Exercise goal: Output all of the data exactly, keeping any images out of the copy.

Supplied information:
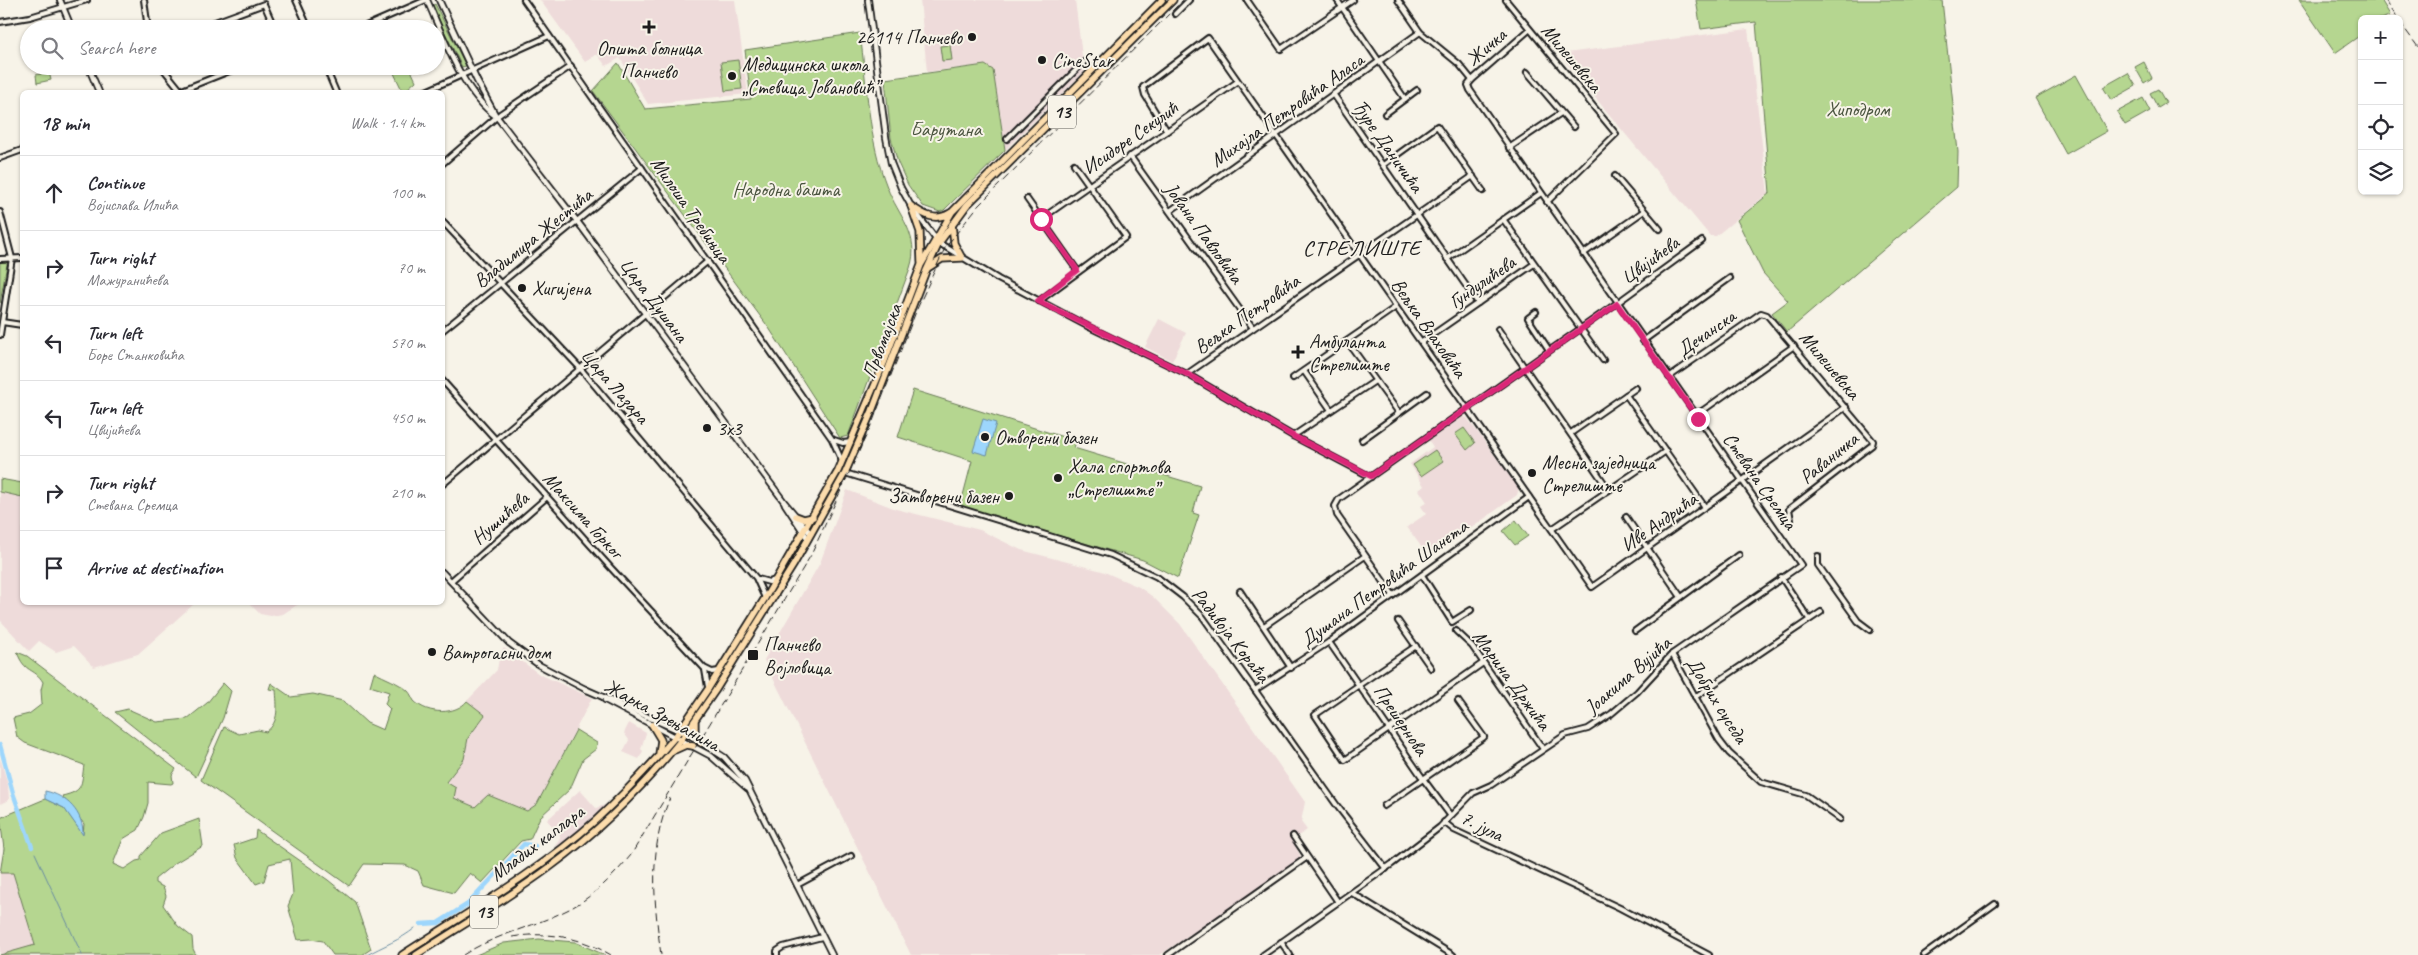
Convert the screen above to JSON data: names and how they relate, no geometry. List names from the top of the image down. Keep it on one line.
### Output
{"streets":{"main road":["13","Првомајска","Младих каплара"],"street":["Жичка","Милешевска","Михајла Петровића Аласа","Исидоре Секулић","Ђуре Даничића","Милоша Требињца","Јована Павловића","Владимира Жестића","Цвијићева","Гундулићева","Цара Душана","Вељка Петровића","Вељка Влаховића","Дечанска","Цара Лазара","Раваничка","Стевана Сремца","Максима Горког","Нушићева","Иве Андрића","Душана Петровића Шанета","Радивоја Кораћа","Јоакима Вујића","Марина Држића","Добрих суседа","Жарка Зрењанина","Прешернова","7. јула"]},"crossings":[["Жичка","Милешевска"],["Жичка","Стевана Сремца"],["Милешевска","Дечанска"],["Милешевска","Раваничка"],["Милешевска","Стевана Сремца"],["Милешевска","Иве Андрића"],["Михајла Петровића Аласа","Ђуре Даничића"],["Михајла Петровића Аласа","Јована Павловића"],["Михајла Петровића Аласа","Вељка Влаховића"],["13","Првомајска"],["13","Жарка Зрењанина"],["13","Младих каплара"],["Исидоре Секулић","Јована Павловића"],["Исидоре Секулић","Вељка Влаховића"],["Ђуре Даничића","Гундулићева"],["Ђуре Даничића","Вељка Петровића"],["Милоша Требињца","Владимира Жестића"],["Милоша Требињца","Првомајска"],["Јована Павловића","Вељка Петровића"],["Владимира Жестића","Цара Душана"],["Владимира Жестића","Цара Лазара"],["Цвијићева","Вељка Влаховића"],["Цвијићева","Стевана Сремца"],["Гундулићева","Вељка Влаховића"],["Цара Душана","Првомајска"],["Вељка Петровића","Вељка Влаховића"],["Вељка Влаховића","Иве Андрића"],["Вељка Влаховића","Душана Петровића Шанета"],["Дечанска","Стевана Сремца"],["Првомајска","Цара Лазара"],["Првомајска","Радивоја Кораћа"],["Првомајска","Жарка Зрењанина"],["Првомајска","Младих каплара"],["Стевана Сремца","Иве Андрића"],["Стевана Сремца","Јоакима Вујића"],["Максима Горког","Нушићева"],["Нушићева","Жарка Зрењанина"],["Душана Петровића Шанета","Радивоја Кораћа"],["Душана Петровића Шанета","Марина Држића"],["Душана Петровића Шанета","Прешернова"],["Радивоја Кораћа","7. јула"],["Јоакима Вујића","Марина Држића"],["Јоакима Вујића","Добрих суседа"],["Јоакима Вујића","Прешернова"],["Јоакима Вујића","7. јула"],["Жарка Зрењанина","Младих каплара"]],"districts":["СТРЕЛИШТЕ"],"parks":["Хиподром","Барутана","Народна башта"],"places":{"health":["Општа болница Панчево","Амбуланта Стрелиште"],"other":["26114 Панчево","CineStar","Медицинска школа „Стевица Јовановић”","Хигијена","3x3","Отворени базен","Месна заједница Стрелиште","Хала спортова „Стрелиште”","Затворени базен","Ватрогасни дом"],"transit":["Панчево Војловица"]},"page":{"map_buttons":["+","−"],"search":"Search here","heading":["18 min","Walk · 1.4 km"],"list":[["Continue","Војислава Илића","100 m"],["Turn right","Мажуранићева","70 m"],["Turn left","Боре Станковића","570 m"],["Turn left","Цвијићева","450 m"],["Turn right","Стевана Сремца","210 m"],"Arrive at destination"]}}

Solution:
Convert the screen above to JSON data: names and how they relate, no geometry. List names from the top of the image down. Keep it on one line.
### Output
{"streets":{"main road":["13","Првомајска","Младих каплара"],"street":["Жичка","Милешевска","Михајла Петровића Аласа","Исидоре Секулић","Ђуре Даничића","Милоша Требињца","Јована Павловића","Владимира Жестића","Цвијићева","Гундулићева","Цара Душана","Вељка Петровића","Вељка Влаховића","Дечанска","Цара Лазара","Раваничка","Стевана Сремца","Максима Горког","Нушићева","Иве Андрића","Душана Петровића Шанета","Радивоја Кораћа","Јоакима Вујића","Марина Држића","Добрих суседа","Жарка Зрењанина","Прешернова","7. јула"]},"crossings":[["Жичка","Милешевска"],["Жичка","Стевана Сремца"],["Милешевска","Дечанска"],["Милешевска","Раваничка"],["Милешевска","Стевана Сремца"],["Милешевска","Иве Андрића"],["Михајла Петровића Аласа","Ђуре Даничића"],["Михајла Петровића Аласа","Јована Павловића"],["Михајла Петровића Аласа","Вељка Влаховића"],["13","Првомајска"],["13","Жарка Зрењанина"],["13","Младих каплара"],["Исидоре Секулић","Јована Павловића"],["Исидоре Секулић","Вељка Влаховића"],["Ђуре Даничића","Гундулићева"],["Ђуре Даничића","Вељка Петровића"],["Милоша Требињца","Владимира Жестића"],["Милоша Требињца","Првомајска"],["Јована Павловића","Вељка Петровића"],["Владимира Жестића","Цара Душана"],["Владимира Жестића","Цара Лазара"],["Цвијићева","Вељка Влаховића"],["Цвијићева","Стевана Сремца"],["Гундулићева","Вељка Влаховића"],["Цара Душана","Првомајска"],["Вељка Петровића","Вељка Влаховића"],["Вељка Влаховића","Иве Андрића"],["Вељка Влаховића","Душана Петровића Шанета"],["Дечанска","Стевана Сремца"],["Првомајска","Цара Лазара"],["Првомајска","Радивоја Кораћа"],["Првомајска","Жарка Зрењанина"],["Првомајска","Младих каплара"],["Стевана Сремца","Иве Андрића"],["Стевана Сремца","Јоакима Вујића"],["Максима Горког","Нушићева"],["Нушићева","Жарка Зрењанина"],["Душана Петровића Шанета","Радивоја Кораћа"],["Душана Петровића Шанета","Марина Држића"],["Душана Петровића Шанета","Прешернова"],["Радивоја Кораћа","7. јула"],["Јоакима Вујића","Марина Држића"],["Јоакима Вујића","Добрих суседа"],["Јоакима Вујића","Прешернова"],["Јоакима Вујића","7. јула"],["Жарка Зрењанина","Младих каплара"]],"districts":["СТРЕЛИШТЕ"],"parks":["Хиподром","Барутана","Народна башта"],"places":{"health":["Општа болница Панчево","Амбуланта Стрелиште"],"other":["26114 Панчево","CineStar","Медицинска школа „Стевица Јовановић”","Хигијена","3x3","Отворени базен","Месна заједница Стрелиште","Хала спортова „Стрелиште”","Затворени базен","Ватрогасни дом"],"transit":["Панчево Војловица"]},"page":{"map_buttons":["+","−"],"search":"Search here","heading":["18 min","Walk · 1.4 km"],"list":[["Continue","Војислава Илића","100 m"],["Turn right","Мажуранићева","70 m"],["Turn left","Боре Станковића","570 m"],["Turn left","Цвијићева","450 m"],["Turn right","Стевана Сремца","210 m"],"Arrive at destination"]}}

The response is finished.